§ Aim of the task:
Please copy each line below that contains the string "text".

Stored data entries:
=-=-=

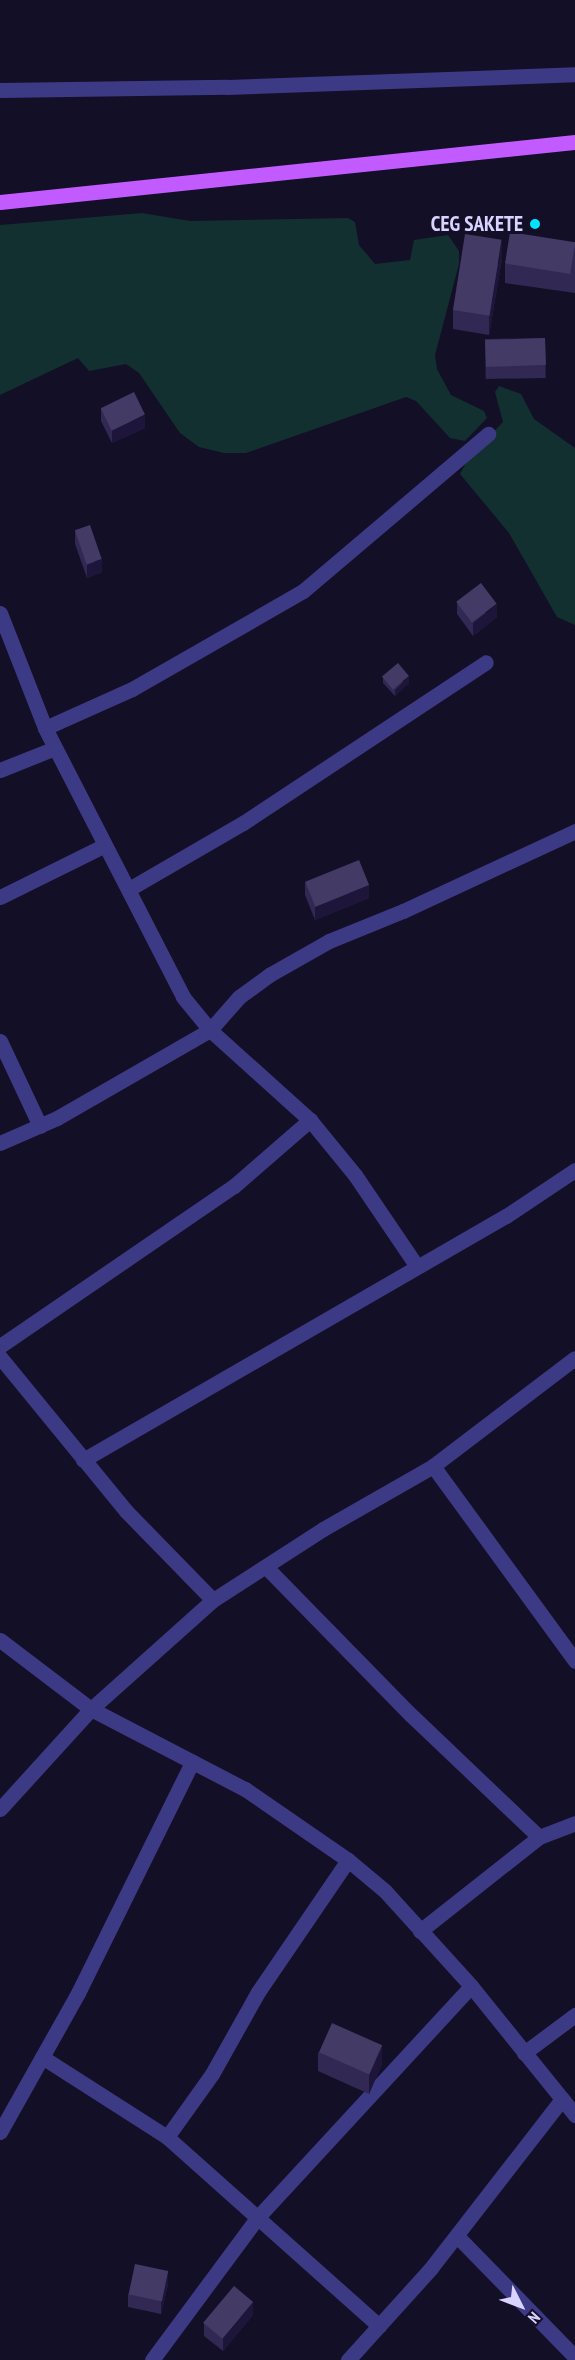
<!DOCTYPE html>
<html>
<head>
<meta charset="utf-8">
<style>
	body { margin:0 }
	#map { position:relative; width:575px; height:2360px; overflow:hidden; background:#130f26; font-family:"PT Sans Narrow",sans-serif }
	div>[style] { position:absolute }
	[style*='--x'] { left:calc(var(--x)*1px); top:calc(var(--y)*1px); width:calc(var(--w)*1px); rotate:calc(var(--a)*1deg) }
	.green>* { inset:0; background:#12302f }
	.minor>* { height:15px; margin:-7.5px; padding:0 7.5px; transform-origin:7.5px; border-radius:7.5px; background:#3d3a85 }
	.major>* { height:15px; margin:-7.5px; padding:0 7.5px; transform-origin:7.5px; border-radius:7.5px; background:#c25bff }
	.wall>* { inset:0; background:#312854; transform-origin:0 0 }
	.shaded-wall>* { inset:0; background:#1d163a }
	.building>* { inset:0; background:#433a66; transform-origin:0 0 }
	.dots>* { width:16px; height:16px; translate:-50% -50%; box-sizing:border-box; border:3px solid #130f26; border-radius:50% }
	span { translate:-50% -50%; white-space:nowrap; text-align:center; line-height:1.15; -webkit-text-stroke:6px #130f26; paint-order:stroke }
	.poi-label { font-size:21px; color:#d9d4ff; font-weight:700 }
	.right { translate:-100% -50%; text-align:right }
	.north { position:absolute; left:491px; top:2276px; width:60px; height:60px; -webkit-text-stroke:4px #130f26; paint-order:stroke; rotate:132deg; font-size:16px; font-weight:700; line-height:24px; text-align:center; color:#d9d4ff }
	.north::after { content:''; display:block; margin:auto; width:21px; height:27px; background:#d9d4ff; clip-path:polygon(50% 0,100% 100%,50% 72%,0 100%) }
</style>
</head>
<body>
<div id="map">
	<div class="green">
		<div style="clip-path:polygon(142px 213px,190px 221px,348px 218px,355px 222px,359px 245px,375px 264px,410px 260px,414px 240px,448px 235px,459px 251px,459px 264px,435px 355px,437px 369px,451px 395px,484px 411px,487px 418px,465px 441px,450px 438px,416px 401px,406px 397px,246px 453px,224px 453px,199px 447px,180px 433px,139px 373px,126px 364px,89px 371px,78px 358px,0 395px,0 225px)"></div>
		<div style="clip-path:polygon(499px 386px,521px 394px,534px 419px,575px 448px,575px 625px,557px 617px,509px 533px,460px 474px,469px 457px,503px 422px,495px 392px)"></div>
	</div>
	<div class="minor">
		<div style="--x:0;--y:90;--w:227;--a:-0.8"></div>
		<div style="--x:227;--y:87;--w:348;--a:-2.1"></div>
		<div style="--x:0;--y:613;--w:123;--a:68.6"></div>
		<div style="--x:45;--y:728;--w:302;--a:62.8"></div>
		<div style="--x:183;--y:997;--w:43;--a:50.7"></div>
		<div style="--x:210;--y:1030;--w:135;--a:42"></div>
		<div style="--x:310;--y:1120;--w:71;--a:50.7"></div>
		<div style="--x:355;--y:1175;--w:109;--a:55.9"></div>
		<div style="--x:45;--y:728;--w:95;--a:-24.1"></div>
		<div style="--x:132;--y:689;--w:197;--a:-29.8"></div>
		<div style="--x:303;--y:591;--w:243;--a:-40.3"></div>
		<div style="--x:0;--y:770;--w:59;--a:-21.8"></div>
		<div style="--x:129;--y:889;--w:132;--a:-30.1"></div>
		<div style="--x:243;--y:823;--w:291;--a:-33.5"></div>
		<div style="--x:0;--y:897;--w:115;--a:-26.3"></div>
		<div style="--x:0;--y:1041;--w:94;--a:64.8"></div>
		<div style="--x:0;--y:1143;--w:62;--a:-23.7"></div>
		<div style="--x:57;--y:1118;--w:177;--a:-29.9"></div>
		<div style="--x:210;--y:1030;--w:44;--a:-48.7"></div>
		<div style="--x:239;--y:997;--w:37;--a:-36"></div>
		<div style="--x:269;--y:975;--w:69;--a:-29.5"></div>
		<div style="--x:329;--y:941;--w:80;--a:-22.1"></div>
		<div style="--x:403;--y:911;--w:190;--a:-24.9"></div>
		<div style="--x:0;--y:1346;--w:283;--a:-34.4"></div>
		<div style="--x:234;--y:1186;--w:101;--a:-41"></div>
		<div style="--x:0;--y:1357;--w:199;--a:50.7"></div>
		<div style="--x:126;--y:1511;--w:124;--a:45.7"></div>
		<div style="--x:83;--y:1460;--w:488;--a:-30"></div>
		<div style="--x:506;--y:1216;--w:83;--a:-33.7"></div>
		<div style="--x:433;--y:1466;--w:241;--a:53.9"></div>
		<div style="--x:266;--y:1567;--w:207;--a:45.6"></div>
		<div style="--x:411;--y:1715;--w:177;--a:43.6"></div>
		<div style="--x:0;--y:1640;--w:114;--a:37.2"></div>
		<div style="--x:91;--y:1709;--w:174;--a:27.5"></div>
		<div style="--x:245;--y:1789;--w:125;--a:34.6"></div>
		<div style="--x:348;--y:1860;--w:48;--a:40"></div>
		<div style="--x:385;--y:1891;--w:128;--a:47.8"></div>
		<div style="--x:471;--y:1986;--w:166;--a:51.1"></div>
		<div style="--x:0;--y:1809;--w:135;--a:-47.7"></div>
		<div style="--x:91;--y:1709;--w:164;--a:-41.8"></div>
		<div style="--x:213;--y:1600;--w:131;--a:-32.8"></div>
		<div style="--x:323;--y:1529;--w:127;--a:-29.8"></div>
		<div style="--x:433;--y:1466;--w:178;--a:-37.3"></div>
		<div style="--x:420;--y:1931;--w:152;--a:-38.3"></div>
		<div style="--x:539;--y:1837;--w:39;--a:-21"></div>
		<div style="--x:524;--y:2053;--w:64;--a:-36.7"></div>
		<div style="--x:42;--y:2057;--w:148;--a:32.6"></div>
		<div style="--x:167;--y:2137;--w:284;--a:41.7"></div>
		<div style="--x:0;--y:2132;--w:159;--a:-60.7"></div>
		<div style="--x:78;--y:1993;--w:258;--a:-63.7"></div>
		<div style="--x:167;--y:2137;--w:77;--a:-54.5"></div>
		<div style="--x:212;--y:2074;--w:94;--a:-60.7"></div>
		<div style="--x:258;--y:1992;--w:160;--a:-55.7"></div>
		<div style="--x:457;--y:2236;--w:169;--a:45.7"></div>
		<div style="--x:152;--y:2360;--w:178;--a:-53.5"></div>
		<div style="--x:258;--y:2217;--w:314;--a:-47.3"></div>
		<div style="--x:348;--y:2360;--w:124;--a:-47.9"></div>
		<div style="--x:431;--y:2268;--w:214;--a:-52.2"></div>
	</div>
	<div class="major">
		<div style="--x:0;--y:202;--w:578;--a:-5.96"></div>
	</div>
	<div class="wall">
		<div style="clip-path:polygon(575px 242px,575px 293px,505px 283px,505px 264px)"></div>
		<div style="clip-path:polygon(502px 259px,489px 335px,453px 329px,453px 310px)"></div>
		<div style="left:545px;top:338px;width:40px;height:60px;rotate:89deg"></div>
		<div style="clip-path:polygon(101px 408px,145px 428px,112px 443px,101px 421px)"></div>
		<div style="clip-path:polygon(75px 531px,102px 572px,87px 578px,75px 544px)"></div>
		<div style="clip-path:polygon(457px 602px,497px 617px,473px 636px,457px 614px)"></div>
		<div style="clip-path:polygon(383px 677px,409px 683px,395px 696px,383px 683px)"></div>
		<div style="clip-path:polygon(305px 882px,369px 898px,315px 920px,305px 895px)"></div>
		<div style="clip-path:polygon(318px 2052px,382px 2064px,369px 2094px,318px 2071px)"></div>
		<div style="clip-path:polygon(168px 2284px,161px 2314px,128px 2307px,128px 2294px)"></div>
		<div style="clip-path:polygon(253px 2315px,223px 2351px,204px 2336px,204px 2323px)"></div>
	</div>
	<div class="shaded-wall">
		<div style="clip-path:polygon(502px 240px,502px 259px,489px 335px,489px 316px)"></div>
		<div style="clip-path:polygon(145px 415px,145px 428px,112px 443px,112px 430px)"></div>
		<div style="clip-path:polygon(102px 559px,102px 572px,87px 578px,87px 565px)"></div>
		<div style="clip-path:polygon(497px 604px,497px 617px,473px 636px,473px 623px)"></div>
		<div style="clip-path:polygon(409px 676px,409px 683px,395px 696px,395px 690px)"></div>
		<div style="clip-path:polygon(369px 885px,369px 898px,315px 920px,315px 907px)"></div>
		<div style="clip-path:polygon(382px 2045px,382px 2064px,369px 2094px,369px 2075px)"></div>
		<div style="clip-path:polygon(168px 2271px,168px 2284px,161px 2314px,161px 2301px)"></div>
		<div style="clip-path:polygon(253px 2302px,253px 2315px,223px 2351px,223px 2338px)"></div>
	</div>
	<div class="building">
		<div style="left:510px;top:232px;width:66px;height:32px;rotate:9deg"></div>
		<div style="left:465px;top:234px;width:37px;height:77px;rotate:9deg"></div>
		<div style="left:545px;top:338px;width:27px;height:60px;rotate:88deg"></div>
		<div style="left:134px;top:392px;width:25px;height:37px;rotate:64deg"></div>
		<div style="left:90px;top:525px;width:36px;height:16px;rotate:71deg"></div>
		<div style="left:481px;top:583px;width:26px;height:31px;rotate:53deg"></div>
		<div style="left:398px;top:663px;width:17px;height:21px;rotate:50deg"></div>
		<div style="left:359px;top:860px;width:27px;height:58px;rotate:68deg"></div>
		<div style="left:332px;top:2023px;width:55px;height:32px;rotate:24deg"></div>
		<div style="left:135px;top:2264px;width:34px;height:31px;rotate:12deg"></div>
		<div style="left:234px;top:2286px;width:25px;height:48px;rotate:40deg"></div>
	</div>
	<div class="dots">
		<div style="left:535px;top:224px;background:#00e5ff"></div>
	</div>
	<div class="poi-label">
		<span class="right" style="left:523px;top:224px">CEG SAKETE</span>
	</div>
	<div class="north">N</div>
</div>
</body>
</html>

=-=-=

§ Output of the task:
	span { translate:-50% -50%; white-space:nowrap; text-align:center; line-height:1.15; -webkit-text-stroke:6px #130f26; paint-order:stroke }
	.right { translate:-100% -50%; text-align:right }
	.north { position:absolute; left:491px; top:2276px; width:60px; height:60px; -webkit-text-stroke:4px #130f26; paint-order:stroke; rotate:132deg; font-size:16px; font-weight:700; line-height:24px; text-align:center; color:#d9d4ff }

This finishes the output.